Learning from bidict
¶
Below is an outline of some of the more fascinating
and lesser-known Python corners I got to explore further
thanks to working on bidict
.
If you would like to learn more about any of the topics below, you may find reading bidict’s code particularly interesting.
I’ve sought to optimize the code not just for correctness and performance, but also to make for a clear and enjoyable read, illuminating anything that could otherwise be obscure or subtle.
I hope it brings you some of the joy it’s brought me. 😊
Python syntax hacks¶
bidict
used to support
(ab)using a specialized form of Python’s slice syntax
for getting and setting keys by value:
>>> element_by_symbol = bidict(H='hydrogen')
>>> element_by_symbol['H'] # [normal] syntax for the forward mapping
'hydrogen'
>>> element_by_symbol[:'hydrogen'] # [:slice] syntax for the inverse (no longer supported)
'H'
See this code for how this was implemented, and #19 for why this was dropped.
Code structure¶
bidict
s come in every combination of
mutable, immutable, ordered, and unordered types,
implementing Python’s various
relevant
collections
interfaces
as appropriate.
Factoring the code to maximize reuse, modularity, and adherence to SOLID design principles (while not missing any chances for special-case optimizations) has been one of the most fun parts of working on bidict.
To see how this is done, check out this code:
Data structures are amazing¶
Data structures are one of the most fascinating and important building blocks of programming and computer science.
It’s all too easy to lose sight of the magic when having to implement them for computer science courses or job interview questions. Part of this is because many of the most interesting real-world details get left out, and you miss all the value that comes from ongoing, direct practical application.
Bidict shows how fundamental data structures can be implemented in Python for important real-world usage, with practical concerns at top of mind. Come to catch sight of a real, live, industrial-strength linked list in the wild. Stay for the rare, exotic bidirectional mapping breeds you’ll rarely see at home. 1
- 1
To give you a taste:
A regular
bidict
encapsulates two regular dicts, keeping them in sync to preserve the bidirectional mapping invariants. Since dicts are unordered, regular bidicts are unordered too. How should we extend this to implement an ordered bidict?We’ll still need two backing mappings to store the forward and inverse associations. To store the ordering, we use a (circular, doubly-) linked list. This allows us to e.g. delete an item in any position in O(1) time.
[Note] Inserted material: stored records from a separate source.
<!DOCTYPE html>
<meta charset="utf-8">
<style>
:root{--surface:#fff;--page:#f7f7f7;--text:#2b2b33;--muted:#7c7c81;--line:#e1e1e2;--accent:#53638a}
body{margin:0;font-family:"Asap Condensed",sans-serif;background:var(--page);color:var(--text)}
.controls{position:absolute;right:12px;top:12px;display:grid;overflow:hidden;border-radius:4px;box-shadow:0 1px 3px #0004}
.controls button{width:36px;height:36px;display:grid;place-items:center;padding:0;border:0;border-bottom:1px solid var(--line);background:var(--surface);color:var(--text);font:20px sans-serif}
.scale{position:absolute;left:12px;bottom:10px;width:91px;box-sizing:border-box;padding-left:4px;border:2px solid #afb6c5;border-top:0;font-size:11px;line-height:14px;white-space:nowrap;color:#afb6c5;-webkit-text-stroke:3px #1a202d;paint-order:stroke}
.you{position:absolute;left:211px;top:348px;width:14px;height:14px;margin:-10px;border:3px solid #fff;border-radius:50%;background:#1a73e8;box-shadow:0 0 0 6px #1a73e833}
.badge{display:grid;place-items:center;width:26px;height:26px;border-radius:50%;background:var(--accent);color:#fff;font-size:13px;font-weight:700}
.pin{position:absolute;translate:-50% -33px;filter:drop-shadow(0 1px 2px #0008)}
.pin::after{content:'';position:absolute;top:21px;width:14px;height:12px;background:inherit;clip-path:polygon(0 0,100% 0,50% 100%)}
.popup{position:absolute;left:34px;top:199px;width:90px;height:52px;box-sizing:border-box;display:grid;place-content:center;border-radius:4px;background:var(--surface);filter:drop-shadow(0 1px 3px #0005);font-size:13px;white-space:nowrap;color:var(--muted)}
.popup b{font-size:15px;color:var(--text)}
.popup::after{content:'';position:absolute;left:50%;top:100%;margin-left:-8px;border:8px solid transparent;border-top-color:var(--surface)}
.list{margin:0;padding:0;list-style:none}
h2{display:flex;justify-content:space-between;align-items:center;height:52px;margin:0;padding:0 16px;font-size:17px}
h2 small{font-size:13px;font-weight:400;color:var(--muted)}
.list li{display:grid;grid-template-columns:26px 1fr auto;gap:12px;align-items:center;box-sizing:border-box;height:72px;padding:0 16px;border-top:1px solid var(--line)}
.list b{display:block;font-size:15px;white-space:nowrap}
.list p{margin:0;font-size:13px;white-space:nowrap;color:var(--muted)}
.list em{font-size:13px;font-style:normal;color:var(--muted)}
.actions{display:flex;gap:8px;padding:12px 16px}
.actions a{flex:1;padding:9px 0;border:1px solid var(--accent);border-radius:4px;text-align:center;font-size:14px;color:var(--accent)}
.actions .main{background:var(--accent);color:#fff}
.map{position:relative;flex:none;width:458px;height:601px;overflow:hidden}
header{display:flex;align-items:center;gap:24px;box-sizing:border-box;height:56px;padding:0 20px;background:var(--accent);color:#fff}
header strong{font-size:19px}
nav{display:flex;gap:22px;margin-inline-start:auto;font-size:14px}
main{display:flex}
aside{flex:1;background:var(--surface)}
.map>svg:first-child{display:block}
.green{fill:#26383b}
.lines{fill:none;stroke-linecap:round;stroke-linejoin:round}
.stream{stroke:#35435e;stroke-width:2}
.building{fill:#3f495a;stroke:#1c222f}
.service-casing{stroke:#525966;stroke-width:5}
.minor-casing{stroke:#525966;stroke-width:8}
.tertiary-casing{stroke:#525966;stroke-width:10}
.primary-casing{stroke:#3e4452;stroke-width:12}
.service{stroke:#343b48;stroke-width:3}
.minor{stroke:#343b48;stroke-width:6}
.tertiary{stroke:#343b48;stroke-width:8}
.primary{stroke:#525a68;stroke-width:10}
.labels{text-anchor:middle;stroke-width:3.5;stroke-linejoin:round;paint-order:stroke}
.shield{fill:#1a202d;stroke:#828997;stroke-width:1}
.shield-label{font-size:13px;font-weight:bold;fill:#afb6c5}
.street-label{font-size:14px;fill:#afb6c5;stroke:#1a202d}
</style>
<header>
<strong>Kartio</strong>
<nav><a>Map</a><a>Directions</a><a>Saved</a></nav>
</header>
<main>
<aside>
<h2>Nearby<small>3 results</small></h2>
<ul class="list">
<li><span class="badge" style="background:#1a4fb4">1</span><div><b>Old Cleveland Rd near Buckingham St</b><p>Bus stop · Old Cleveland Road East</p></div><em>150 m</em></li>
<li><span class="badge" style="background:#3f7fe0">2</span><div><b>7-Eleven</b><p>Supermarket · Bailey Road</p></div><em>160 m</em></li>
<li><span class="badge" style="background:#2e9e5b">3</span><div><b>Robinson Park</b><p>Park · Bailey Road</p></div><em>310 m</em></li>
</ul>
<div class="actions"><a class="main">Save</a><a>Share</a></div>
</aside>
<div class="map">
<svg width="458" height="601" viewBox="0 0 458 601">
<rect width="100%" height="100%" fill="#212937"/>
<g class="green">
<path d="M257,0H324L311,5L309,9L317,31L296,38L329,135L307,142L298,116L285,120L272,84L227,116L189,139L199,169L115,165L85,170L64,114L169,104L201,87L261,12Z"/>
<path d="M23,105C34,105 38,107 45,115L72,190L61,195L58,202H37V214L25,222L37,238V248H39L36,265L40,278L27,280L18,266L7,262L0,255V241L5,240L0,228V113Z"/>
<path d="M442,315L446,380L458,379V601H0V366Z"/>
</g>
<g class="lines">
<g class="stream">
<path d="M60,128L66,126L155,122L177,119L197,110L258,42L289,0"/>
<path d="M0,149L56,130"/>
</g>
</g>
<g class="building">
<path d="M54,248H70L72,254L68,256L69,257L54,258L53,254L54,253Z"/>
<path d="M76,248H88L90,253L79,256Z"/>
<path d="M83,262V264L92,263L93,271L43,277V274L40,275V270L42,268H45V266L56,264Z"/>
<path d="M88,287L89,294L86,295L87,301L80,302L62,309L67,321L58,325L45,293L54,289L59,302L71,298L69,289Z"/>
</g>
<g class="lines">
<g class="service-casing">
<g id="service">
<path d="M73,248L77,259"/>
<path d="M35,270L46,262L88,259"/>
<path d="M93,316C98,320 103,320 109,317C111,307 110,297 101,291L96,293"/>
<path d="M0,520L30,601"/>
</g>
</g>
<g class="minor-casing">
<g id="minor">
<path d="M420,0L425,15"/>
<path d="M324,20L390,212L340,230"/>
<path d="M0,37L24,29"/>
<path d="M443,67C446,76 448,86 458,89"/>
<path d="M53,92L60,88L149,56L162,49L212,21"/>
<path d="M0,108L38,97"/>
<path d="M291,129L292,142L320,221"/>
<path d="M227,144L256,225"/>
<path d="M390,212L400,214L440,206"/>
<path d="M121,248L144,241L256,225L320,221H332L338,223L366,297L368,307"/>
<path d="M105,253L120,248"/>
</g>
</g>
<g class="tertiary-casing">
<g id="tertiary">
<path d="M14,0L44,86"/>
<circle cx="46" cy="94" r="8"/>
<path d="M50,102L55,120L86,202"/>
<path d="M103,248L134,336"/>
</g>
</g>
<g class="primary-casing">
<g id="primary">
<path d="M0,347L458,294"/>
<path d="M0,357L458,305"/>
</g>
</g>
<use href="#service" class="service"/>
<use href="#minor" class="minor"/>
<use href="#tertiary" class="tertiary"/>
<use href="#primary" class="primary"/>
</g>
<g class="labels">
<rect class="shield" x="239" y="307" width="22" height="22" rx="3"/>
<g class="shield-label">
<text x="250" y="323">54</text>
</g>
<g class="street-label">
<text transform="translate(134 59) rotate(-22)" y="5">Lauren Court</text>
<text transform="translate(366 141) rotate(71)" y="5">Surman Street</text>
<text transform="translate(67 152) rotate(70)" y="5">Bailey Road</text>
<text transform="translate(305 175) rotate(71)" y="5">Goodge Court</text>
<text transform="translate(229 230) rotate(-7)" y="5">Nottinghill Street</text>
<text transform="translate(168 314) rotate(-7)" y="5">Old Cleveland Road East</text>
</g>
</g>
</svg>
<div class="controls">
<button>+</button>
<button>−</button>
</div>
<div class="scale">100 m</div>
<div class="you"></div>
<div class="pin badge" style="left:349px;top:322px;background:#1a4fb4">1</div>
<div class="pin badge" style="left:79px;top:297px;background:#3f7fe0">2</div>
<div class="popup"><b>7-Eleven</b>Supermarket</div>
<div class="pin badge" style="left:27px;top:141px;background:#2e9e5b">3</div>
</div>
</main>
Interestingly, the nodes of the linked list encode only the ordering of the items; the nodes themselves contain no key or value data. The two backing mappings associate the key and value data with the nodes, providing the final pieces of the puzzle.
Can we use dicts for the backing mappings, as we did for the unordered bidict? It turns out that dicts aren’t enough—the backing mappings must actually be (unordered) bidicts themselves!
Check out _orderedbase.py to see this in action.
Property-based testing is revolutionary¶
When your automated tests run, are they only checking the test cases you happened to hard-code into your test suite? How do you know these test cases aren’t missing some important edge cases?
With property-based testing, you describe the types of test case inputs your functions accept, along with the properties that should hold for all inputs. Rather than having to think up your test case inputs manually and hard-code them into your test suite, they get generated for you dynamically, in much greater quantity and edge case-exercising diversity than you could come up with by hand. This dramatically increases test coverage and confidence that your code is correct.
Bidict never would have survived so many refactorings with so few bugs if it weren’t for property-based testing, enabled by the amazing Hypothesis library. It’s game-changing.
Check out bidict’s property-based tests to see this in action.
Python surprises, gotchas, regrets¶
See nan as a Key.
What should happen when checking equality of several ordered mappings that contain the same items but in a different order? What about when comparing with an unordered mapping?
Check out what Python’s
collections.OrderedDict
does, and the surprising results:>>> from collections import OrderedDict >>> d = dict([(0, 1), (2, 3)]) >>> od = OrderedDict([(0, 1), (2, 3)]) >>> od2 = OrderedDict([(2, 3), (0, 1)]) >>> d == od True >>> d == od2 True >>> od == od2 False >>> class MyDict(dict): ... __hash__ = lambda self: 0 ... >>> class MyOrderedDict(OrderedDict): ... __hash__ = lambda self: 0 ... >>> d = MyDict([(0, 1), (2, 3)]) >>> od = MyOrderedDict([(0, 1), (2, 3)]) >>> od2 = MyOrderedDict([(2, 3), (0, 1)]) >>> len({d, od, od2}) 1 >>> len({od, od2, d}) 2
According to Raymond Hettinger (Python core developer responsible for much of Python’s collections), this design was a mistake (e.g. it violates the Liskov substitution principle and the transitive property of equality), but it’s too late now to fix.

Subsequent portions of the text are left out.